O que a reforma pode representar para a Alemanha

As regras francesas valem, em primeiro lugar, apenas para bancos que atuam na França. Para clientes na Alemanha, continua valendo a legislação local. Ainda assim, a discussão levanta perguntas também por lá: quão justas são as tarifas bancárias no caso de morte? E quão transparente é a comunicação dos bancos sobre esses custos?
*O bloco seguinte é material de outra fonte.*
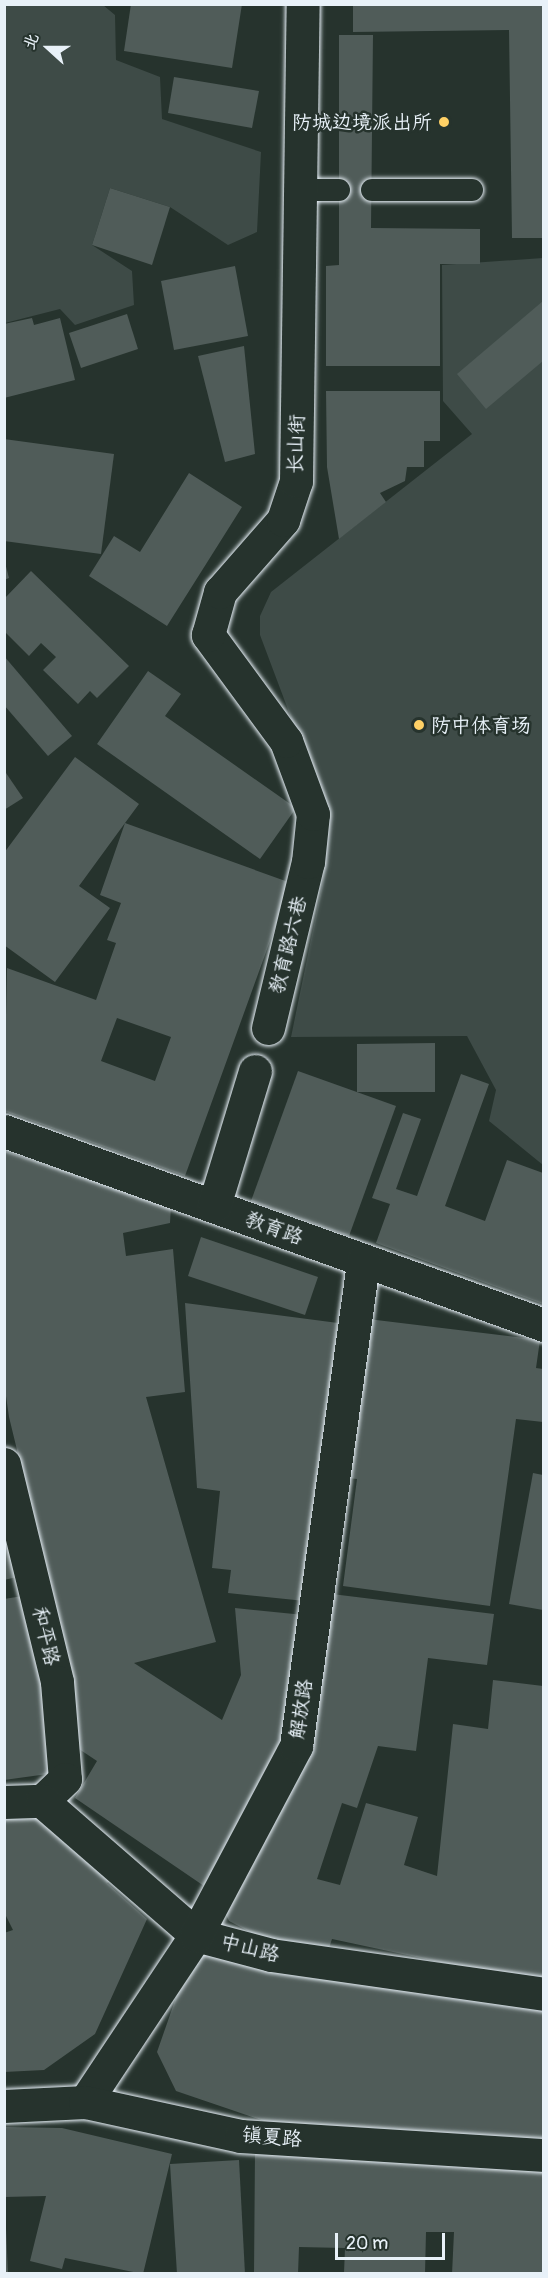 <!DOCTYPE html>
<meta charset="utf-8">
<style>
body{margin:0}
#map{position:relative;width:548px;height:2278px;overflow:hidden;background:#26332d;font-family:Pangolin,"LXGW WenKai TC",sans-serif}
div>[style]{position:absolute}
[style*='--x']{left:calc(var(--x)*1px);top:calc(var(--y)*1px);width:calc(var(--w)*1px);rotate:calc(var(--a)*1deg)}
.green>*{inset:0;background:#3e4b47}
.building>*{inset:0;background:#505c59}
.roads{filter:drop-shadow(0 0 2px #e8f1f8) drop-shadow(0 0 2px #e8f1f8)}
.service>*{height:22px;margin:-11px;padding:0 11px;transform-origin:11px;border-radius:11px;background:#26332d}
.minor>*{height:33px;margin:-16.5px;padding:0 16.5px;transform-origin:16.5px;border-radius:16.5px;background:#26332d}
.dots>*{width:16px;height:16px;translate:-50% -50%;box-sizing:border-box;border:3px solid #26332d;border-radius:50%}
span{translate:-50% -50%;white-space:nowrap;text-align:center;line-height:1.15;-webkit-text-stroke:5px #26332d;paint-order:stroke}
.poi-label{font-size:20px;color:#e8f1f8}
.right{translate:-100% -50%;text-align:right}
.left{translate:0 -50%;text-align:left}
.street-label{font-size:20px;color:#e8f1f8}
.frame{position:absolute;inset:0;border:6px solid #e8f1f8;pointer-events:none}
.north{position:absolute;left:18px;top:18px;width:60px;height:60px;-webkit-text-stroke:4px #26332d;paint-order:stroke;rotate:291deg;font-size:16px;font-weight:700;line-height:24px;text-align:center;color:#e8f1f8}
.north::after{content:'';display:block;margin:auto;width:21px;height:27px;background:#e8f1f8;clip-path:polygon(50% 0,100% 100%,50% 72%,0 100%)}
.scale{position:absolute;left:335px;top:2233px;width:110px;height:27px;box-sizing:border-box;border:3px solid #e8f1f8;border-top:0;padding-left:8px;font-size:18px;line-height:21px;white-space:nowrap;color:#e8f1f8;-webkit-text-stroke:4px #26332d;paint-order:stroke}
</style>
<div id="map">
<div class="green">
<i style="clip-path:polygon(4px 5px,103px 5px,115px 15px,116px 60px,160px 77px,162px 119px,261px 152px,257px 232px,228px 245px,170px 207px,110px 188px,92px 245px,132px 271px,134px 305px,75px 325px,60px 309px,5px 323px)"></i>
<i style="clip-path:polygon(543px 258px,543px 1165px,489px 1121px,496px 1090px,467px 1036px,291px 1037px,323px 881px,328px 816px,260px 635px,260px 616px,271px 592px,472px 434px,443px 401px,442px 265px)"></i>
</div>
<div class="building">
<i style="clip-path:polygon(131px 4px,242px 4px,232px 68px,124px 51px)"></i>
<i style="clip-path:polygon(353px 4px,543px 4px,543px 238px,512px 238px,509px 30px,353px 32px)"></i>
<i style="clip-path:polygon(339px 35px,373px 35px,371px 228px,480px 229px,480px 264px,440px 264px,440px 366px,326px 366px,326px 266px,339px 265px)"></i>
<i style="clip-path:polygon(174px 77px,259px 91px,252px 128px,168px 113px)"></i>
<i style="clip-path:polygon(110px 188px,170px 207px,152px 265px,92px 245px)"></i>
<i style="clip-path:polygon(235px 266px,248px 336px,174px 350px,161px 281px)"></i>
<i style="clip-path:polygon(543px 301px,543px 361px,486px 409px,457px 374px)"></i>
<i style="clip-path:polygon(127px 314px,138px 349px,81px 368px,69px 333px)"></i>
<i style="clip-path:polygon(32px 318px,34px 325px,60px 318px,75px 380px,4px 398px,4px 324px)"></i>
<i style="clip-path:polygon(244px 346px,255px 454px,225px 462px,198px 356px)"></i>
<i style="clip-path:polygon(326px 391px,440px 391px,440px 441px,424px 441px,424px 467px,407px 467px,405px 481px,380px 493px,386px 502px,339px 539px,327px 467px)"></i>
<i style="clip-path:polygon(4px 439px,114px 454px,101px 554px,4px 541px)"></i>
<i style="clip-path:polygon(189px 473px,242px 507px,167px 626px,89px 576px,114px 536px,140px 552px)"></i>
<i style="clip-path:polygon(4px 559px,9px 578px,4px 580px)"></i>
<i style="clip-path:polygon(31px 571px,129px 666px,97px 698px,90px 691px,78px 704px,43px 670px,56px 657px,41px 643px,29px 656px,5px 632px,4px 599px)"></i>
<i style="clip-path:polygon(4px 656px,72px 736px,48px 756px,4px 705px)"></i>
<i style="clip-path:polygon(148px 671px,181px 694px,165px 716px,296px 808px,260px 859px,97px 744px)"></i>
<i style="clip-path:polygon(evenodd,75px 757px,139px 804px,125px 823px,291px 883px,185px 1176px,4px 1111px,7px 968px,96px 1000px,116px 943px,107px 940px,121px 903px,100px 895px,125px 823px,79px 886px,110px 908px,55px 982px,4px 945px,4px 853px,75px 757px,117px 1018px,171px 1037px,155px 1081px,101px 1061px,117px 1018px)"></i>
<i style="clip-path:polygon(4px 770px,23px 798px,4px 810px)"></i>
<i style="clip-path:polygon(435px 1043px,435px 1092px,357px 1092px,357px 1044px)"></i>
<i style="clip-path:polygon(298px 1071px,396px 1106px,349px 1236px,251px 1201px)"></i>
<i style="clip-path:polygon(461px 1074px,489px 1084px,445px 1206px,485px 1221px,507px 1160px,543px 1173px,543px 1304px,376px 1243px,390px 1204px,372px 1198px,403px 1113px,421px 1119px,396px 1189px,417px 1196px)"></i>
<i style="clip-path:polygon(4px 1151px,171px 1206px,170px 1223px,123px 1233px,126px 1256px,173px 1249px,185px 1392px,146px 1397px,216px 1642px,134px 1663px,222px 1720px,241px 1675px,235px 1608px,304px 1615px,292px 1718px,270px 1772px,204px 1886px,75px 1798px,97px 1761px,76px 1747px,41px 1549px,9px 1417px,4px 1382px)"></i>
<i style="clip-path:polygon(201px 1237px,318px 1277px,305px 1315px,188px 1276px)"></i>
<i style="clip-path:polygon(185px 1303px,338px 1323px,305px 1601px,228px 1593px,231px 1570px,212px 1568px,220px 1491px,197px 1488px)"></i>
<i style="clip-path:polygon(368px 1319px,540px 1340px,536px 1368px,543px 1369px,543px 1422px,516px 1419px,490px 1606px,343px 1586px,357px 1479px,348px 1478px)"></i>
<i style="clip-path:polygon(533px 1473px,543px 1475px,543px 1610px,509px 1604px)"></i>
<i style="clip-path:polygon(4px 1532px,17px 1577px,4px 1580px)"></i>
<i style="clip-path:polygon(332px 1594px,494px 1614px,487px 1665px,428px 1658px,416px 1751px,378px 1746px,357px 1808px,342px 1803px,317px 1879px,340px 1885px,366px 1803px,418px 1817px,404px 1865px,437px 1876px,453px 1724px,488px 1729px,493px 1680px,543px 1686px,543px 1984px,332px 1939px,327px 1954px,275px 1945px,229px 1921px,224px 1910px)"></i>
<i style="clip-path:polygon(29px 1595px,55px 1773px,4px 1780px,4px 1599px)"></i>
<i style="clip-path:polygon(4px 1813px,32px 1814px,115px 1877px,107px 1883px,147px 1919px,95px 2034px,44px 2070px,4px 2072px,4px 1933px,13px 1930px,4px 1912px)"></i>
<i style="clip-path:polygon(193px 1949px,302px 1977px,543px 2006px,543px 2145px,276px 2125px,176px 2091px,157px 2052px)"></i>
<i style="clip-path:polygon(4px 2127px,62px 2128px,172px 2154px,143px 2274px,65px 2258px,62px 2269px,30px 2261px,46px 2196px,4px 2197px)"></i>
<i style="clip-path:polygon(255px 2150px,456px 2154px,456px 2166px,543px 2172px,543px 2274px,452px 2274px,454px 2232px,426px 2232px,425px 2274px,344px 2273px,345px 2248px,299px 2247px,298px 2274px,254px 2274px)"></i>
<i style="clip-path:polygon(239px 2160px,245px 2274px,177px 2274px,170px 2164px)"></i>
<i style="clip-path:polygon(4px 2228px,6px 2228px,8px 2274px,4px 2274px)"></i>
</div>
<div class="roads">
<div class="service">
<i style="--x:300;--y:190;--w:39;--a:0"></i>
<i style="--x:372;--y:190;--w:100;--a:0"></i>
</div>
<div class="minor">
<i style="--x:268;--y:1028;--w:171;--a:-76.5"></i>
<i style="--x:308;--y:862;--w:48;--a:-84.1"></i>
<i style="--x:313;--y:814;--w:78;--a:-110.3"></i>
<i style="--x:286;--y:741;--w:132;--a:-126.3"></i>
<i style="--x:208;--y:635;--w:45;--a:-74.4"></i>
<i style="--x:220;--y:592;--w:96;--a:-48.8"></i>
<i style="--x:283;--y:520;--w:41;--a:-71.6"></i>
<i style="--x:296;--y:481;--w:477;--a:-89.2"></i>
<i style="--x:4;--y:1131;--w:574;--a:19.76"></i>
<i style="--x:214;--y:1206;--w:141;--a:-73.1"></i>
<i style="--x:4;--y:1464;--w:224;--a:76.3"></i>
<i style="--x:57;--y:1682;--w:97;--a:85.3"></i>
<i style="--x:65;--y:1779;--w:32;--a:136"></i>
<i style="--x:4;--y:1802;--w:38;--a:-2"></i>
<i style="--x:42;--y:1801;--w:204;--a:41"></i>
<i style="--x:196;--y:1935;--w:78;--a:14.9"></i>
<i style="--x:271;--y:1955;--w:276;--a:8.1"></i>
<i style="--x:85;--y:2102;--w:201;--a:-56.4"></i>
<i style="--x:196;--y:1935;--w:214;--a:-62.1"></i>
<i style="--x:296;--y:1746;--w:490;--a:-82.1"></i>
<i style="--x:4;--y:2106;--w:81;--a:-2.8"></i>
<i style="--x:85;--y:2102;--w:160;--a:12.3"></i>
<i style="--x:241;--y:2136;--w:304;--a:3.6"></i>
</div>
</div>
<div class="dots">
<i style="left:444px;top:122px;background:#ffd166"></i>
<i style="left:419px;top:725px;background:#ffd166"></i>
</div>
<div class="poi-label">
<span class="right" style="left:432px;top:122px">防城边境派出所</span>
<span class="left" style="left:431px;top:725px">防中体育场</span>
</div>
<div class="street-label">
<span style="left:296px;top:444px;rotate:-88deg">长山街</span>
<span style="left:288px;top:945px;rotate:-76deg">教育路六巷</span>
<span style="left:274px;top:1228px;rotate:20deg">教育路</span>
<span style="left:46px;top:1636px;rotate:77deg">和平路</span>
<span style="left:301px;top:1709px;rotate:-82deg">解放路</span>
<span style="left:250px;top:1948px;rotate:14deg">中山路</span>
<span style="left:272px;top:2137px;rotate:5deg">镇夏路</span>
</div>
<div class="frame"></div>
<div class="north">北</div>
<div class="scale">20 m</div>
</div>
Na Alemanha, muitas instituições também cobram taxas relacionadas à sucessão, especialmente quando há um administrador do espólio envolvido ou quando existem contas e carteiras de investimento volumosas. Valores e formatos variam bastante. Por isso, consultar a tabela de preços e serviços do próprio banco continua sendo uma boa prática.

É bastante provável que o movimento francês também provoque novas discussões em Berlim. Um limite claro para custos e uma proteção específica para heranças pequenas podem virar pauta para órgãos de defesa do consumidor e para a política.
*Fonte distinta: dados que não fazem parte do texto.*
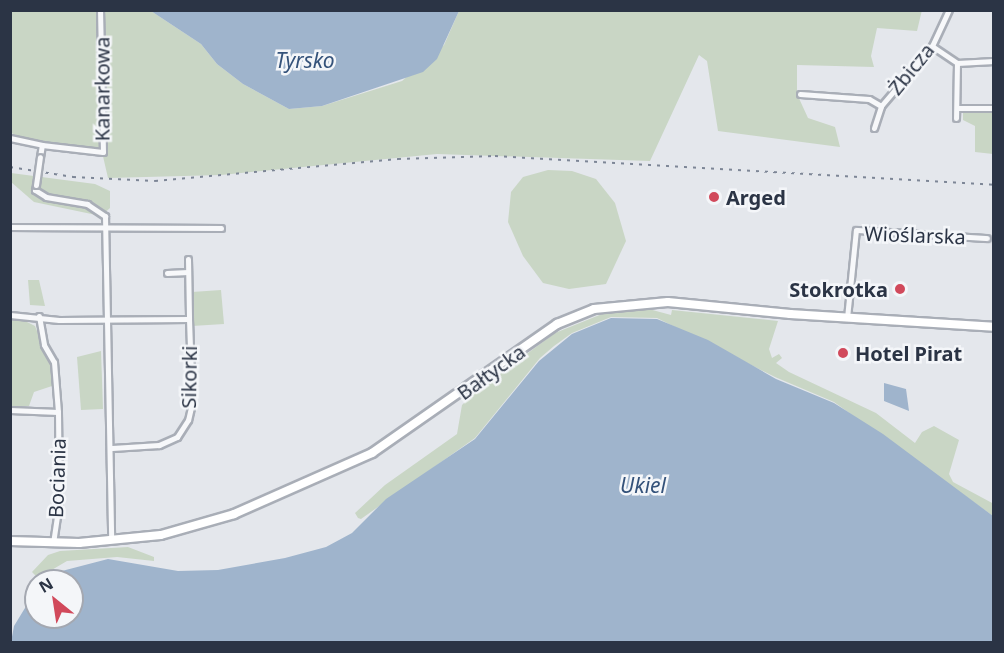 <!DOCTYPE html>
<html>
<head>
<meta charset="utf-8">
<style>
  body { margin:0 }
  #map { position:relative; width:1004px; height:653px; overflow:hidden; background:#e4e7ec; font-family:"Noto Sans",sans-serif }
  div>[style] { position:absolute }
  .green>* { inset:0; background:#c9d6c5 }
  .water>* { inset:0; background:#9fb4cc }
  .roads { filter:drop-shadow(2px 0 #a9aeb7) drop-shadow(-2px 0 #a9aeb7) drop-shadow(0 2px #a9aeb7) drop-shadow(0 -2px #a9aeb7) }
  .minor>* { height:5px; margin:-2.5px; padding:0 2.5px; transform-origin:2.5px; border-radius:2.5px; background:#f7f8fa }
  .secondary>* { height:8px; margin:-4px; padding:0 4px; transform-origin:4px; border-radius:4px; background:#fff }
  .rail>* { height:1.5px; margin-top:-0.75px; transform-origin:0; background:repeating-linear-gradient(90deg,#7d8696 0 3px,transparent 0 9px) }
  .bridges { filter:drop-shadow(2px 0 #a9aeb7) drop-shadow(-2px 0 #a9aeb7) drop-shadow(0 2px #a9aeb7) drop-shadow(0 -2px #a9aeb7) }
  .minor-bridge>* { height:5px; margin:-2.5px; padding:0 2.5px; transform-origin:2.5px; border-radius:2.5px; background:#f7f8fa }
  .dots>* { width:16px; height:16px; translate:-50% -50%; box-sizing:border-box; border:3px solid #f4f6f9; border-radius:50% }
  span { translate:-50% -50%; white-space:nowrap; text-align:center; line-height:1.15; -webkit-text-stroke:5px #f4f6f9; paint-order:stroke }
  .street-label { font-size:20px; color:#2b3445 }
  .poi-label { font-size:20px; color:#2b3445; font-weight:700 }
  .left { translate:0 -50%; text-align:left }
  .right { translate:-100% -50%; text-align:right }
  .water-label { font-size:21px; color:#34527a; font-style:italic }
  .frame { position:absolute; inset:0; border:12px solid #2b3445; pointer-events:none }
  .north { position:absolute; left:24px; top:569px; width:60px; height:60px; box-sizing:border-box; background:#f4f6f9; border:2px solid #a4a8b1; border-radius:50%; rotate:330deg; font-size:16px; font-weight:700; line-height:24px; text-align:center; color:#2b3445 }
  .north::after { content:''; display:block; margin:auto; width:21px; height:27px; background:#d1495b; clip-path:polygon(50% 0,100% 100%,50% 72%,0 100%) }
</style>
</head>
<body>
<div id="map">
  <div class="green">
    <i style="clip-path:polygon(922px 10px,917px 31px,877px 28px,871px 56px,874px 67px,797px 65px,797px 94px,808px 118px,835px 127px,840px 147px,718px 131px,707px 61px,699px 55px,650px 161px,437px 154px,221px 175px,108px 178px,102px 152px,42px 145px,11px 133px,10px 11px,151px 11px,201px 44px,217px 64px,243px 84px,289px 109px,322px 106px,402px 81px,444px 45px,459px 11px)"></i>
    <i style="clip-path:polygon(963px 111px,993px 111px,993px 154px,975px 152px,975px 126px,963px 120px)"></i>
    <i style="clip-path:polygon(548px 170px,572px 171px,596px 179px,615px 203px,626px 241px,606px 284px,569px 289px,543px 283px,523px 256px,508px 222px,511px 192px,523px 177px)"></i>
    <i style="clip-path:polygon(11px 173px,95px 184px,110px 191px,110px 208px,101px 216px,34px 202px,11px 182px)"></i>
    <i style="clip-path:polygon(28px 280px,39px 280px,45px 306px,30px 305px)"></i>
    <i style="clip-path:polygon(221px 290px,224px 324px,192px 326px,192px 292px)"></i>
    <i style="clip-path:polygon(645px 308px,671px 315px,672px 310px,778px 321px,769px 349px,772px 358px,779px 354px,782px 358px,776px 363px,789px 372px,876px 413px,915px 443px,922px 432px,934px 426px,959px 440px,949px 474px,953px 482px,994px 504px,993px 516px,834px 402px,775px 377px,657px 318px,611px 317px,572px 333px,554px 346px,540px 358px,475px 438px,361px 519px,358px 518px,355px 513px,385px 485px,457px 434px,462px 405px,474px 393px,555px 333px,602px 314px)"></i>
    <i style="clip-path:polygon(10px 320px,23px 320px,35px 326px,52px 368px,52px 386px,34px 392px,29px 406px,11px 406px)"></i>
    <i style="clip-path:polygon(101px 351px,103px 409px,81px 410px,77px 357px)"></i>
    <i style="clip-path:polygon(128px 547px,154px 557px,154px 561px,117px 557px,67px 561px,38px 578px,32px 572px,48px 555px,60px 551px)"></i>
  </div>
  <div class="water">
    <i style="clip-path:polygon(151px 11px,459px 11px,437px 59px,423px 72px,322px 106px,289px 109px,243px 84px,217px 64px,201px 44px)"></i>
    <i style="clip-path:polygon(611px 318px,657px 319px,708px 340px,776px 379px,834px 403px,883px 434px,993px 516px,993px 642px,11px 642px,14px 626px,36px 590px,36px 617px,72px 617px,72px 581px,47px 581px,58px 572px,108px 559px,178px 571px,218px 570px,285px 558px,326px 547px,352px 533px,386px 499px,475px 439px,539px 361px,572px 334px)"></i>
    <i style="clip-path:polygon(884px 383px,906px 389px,909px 411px,884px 401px)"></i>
  </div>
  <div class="roads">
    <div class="minor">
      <i style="left:932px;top:46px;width:30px;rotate:34deg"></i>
      <i style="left:957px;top:63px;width:55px;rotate:91deg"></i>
      <i style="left:957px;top:63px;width:37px;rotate:-3deg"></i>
      <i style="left:800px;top:94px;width:69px;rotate:4.1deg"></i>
      <i style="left:869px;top:99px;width:14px;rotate:30deg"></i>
      <i style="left:957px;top:108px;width:37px"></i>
      <i style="left:874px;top:128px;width:23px;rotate:-72deg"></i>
      <i style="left:881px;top:106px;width:79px;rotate:-49.6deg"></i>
      <i style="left:932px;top:46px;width:40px;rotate:-65deg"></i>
      <i style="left:10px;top:138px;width:33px;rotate:12deg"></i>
      <i style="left:40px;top:157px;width:12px;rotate:-81deg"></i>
      <i style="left:42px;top:145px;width:61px;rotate:6.5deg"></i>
      <i style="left:103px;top:152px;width:142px;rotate:-91.2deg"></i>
      <i style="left:36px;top:185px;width:5px;rotate:101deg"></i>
      <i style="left:35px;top:190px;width:13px;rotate:32deg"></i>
      <i style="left:46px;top:197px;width:42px;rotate:9.7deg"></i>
      <i style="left:87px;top:204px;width:22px;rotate:34deg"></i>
      <i style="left:105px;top:216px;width:324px;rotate:88.9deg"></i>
      <i style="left:10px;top:227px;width:211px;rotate:0.3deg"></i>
      <i style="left:188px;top:259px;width:60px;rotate:89deg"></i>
      <i style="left:167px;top:273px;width:21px;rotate:-3deg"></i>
      <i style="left:10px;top:315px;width:49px;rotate:5.8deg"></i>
      <i style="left:59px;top:320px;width:130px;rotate:-0.4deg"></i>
      <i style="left:189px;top:319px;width:84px;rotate:88deg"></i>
      <i style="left:192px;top:403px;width:17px;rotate:103deg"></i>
      <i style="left:188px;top:420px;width:20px;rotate:123deg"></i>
      <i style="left:177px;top:437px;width:20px;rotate:156deg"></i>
      <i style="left:159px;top:445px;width:47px;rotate:176.3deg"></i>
      <i style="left:39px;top:316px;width:29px;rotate:80deg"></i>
      <i style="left:44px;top:345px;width:20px;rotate:60deg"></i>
      <i style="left:54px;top:362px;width:50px;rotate:85.4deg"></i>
      <i style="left:58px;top:412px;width:91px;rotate:89.4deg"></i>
      <i style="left:59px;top:503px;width:40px;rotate:98.5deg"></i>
      <i style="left:847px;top:318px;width:88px;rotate:-84.2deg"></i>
      <i style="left:856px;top:230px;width:131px;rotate:3.5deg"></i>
      <i style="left:10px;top:410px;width:48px;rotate:2.4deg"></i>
    </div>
    <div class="secondary">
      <i style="left:10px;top:541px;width:69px;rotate:1.7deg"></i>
      <i style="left:79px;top:543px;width:82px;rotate:-5.6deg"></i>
      <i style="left:161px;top:535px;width:76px;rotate:-16deg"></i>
      <i style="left:234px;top:514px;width:151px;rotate:-23.8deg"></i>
      <i style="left:372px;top:453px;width:226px;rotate:-34.9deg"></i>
      <i style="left:557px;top:324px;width:40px;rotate:-22deg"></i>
      <i style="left:594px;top:309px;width:74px;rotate:-5.4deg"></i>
      <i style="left:668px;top:302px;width:123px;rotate:5.6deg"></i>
      <i style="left:790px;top:314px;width:204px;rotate:3.6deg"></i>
    </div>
  </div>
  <div class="rail">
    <i style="left:10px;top:167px;width:64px;rotate:9deg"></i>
    <i style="left:73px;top:177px;width:82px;rotate:2.8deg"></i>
    <i style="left:155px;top:181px;width:244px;rotate:-5.2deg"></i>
    <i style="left:398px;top:159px;width:97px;rotate:-1.8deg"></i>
    <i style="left:495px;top:156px;width:500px;rotate:3.3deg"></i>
  </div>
  <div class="bridges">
    <div class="minor-bridge">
      <i style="left:36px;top:185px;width:28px;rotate:-82deg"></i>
    </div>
  </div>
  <div class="dots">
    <i style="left:714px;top:197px;background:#d1495b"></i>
    <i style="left:900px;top:289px;background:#d1495b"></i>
    <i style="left:843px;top:353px;background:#d1495b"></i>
  </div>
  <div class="street-label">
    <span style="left:911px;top:69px;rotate:-51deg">Żbicza</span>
    <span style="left:102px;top:89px;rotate:-90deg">Kanarkowa</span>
    <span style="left:915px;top:235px;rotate:2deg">Wioślarska</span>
    <span style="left:491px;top:372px;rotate:-36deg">Bałtycka</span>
    <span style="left:189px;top:377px;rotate:-89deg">Sikorki</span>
    <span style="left:57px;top:478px;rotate:-88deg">Bociania</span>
  </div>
  <div class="poi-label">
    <span class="left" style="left:726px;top:197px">Arged</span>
    <span class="right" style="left:888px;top:289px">Stokrotka</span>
    <span class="left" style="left:855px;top:353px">Hotel Pirat</span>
  </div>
  <div class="water-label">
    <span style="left:305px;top:60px">Tyrsko</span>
    <span style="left:643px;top:485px">Ukiel</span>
  </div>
  <div class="frame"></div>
  <div class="north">N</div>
</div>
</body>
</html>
Termos importantes sobre herança e taxas de sucessão

Quem entra no tema “banco e herança” rapidamente encontra termos técnicos. Três aparecem com frequência:

  • Herança (espólio): conjunto de bens de quem faleceu - dinheiro, imóveis, investimentos, mas também dívidas.
  • Taxa de sucessão: valor cobrado pelos bancos para tratar do encerramento de contas e da liberação de saldos após a morte.
  • Situação sucessória simples: casos com poucas contas, sem créditos e com valores relativamente baixos.

Ao entender esses conceitos, fica mais fácil fazer perguntas objetivas a bancos, tabeliães (notários) ou seguradoras e tomar decisões mais bem informadas. A reforma francesa deixa claro que pequenos ajustes legais podem fazer grande diferença para familiares em uma fase de vida já muito difícil.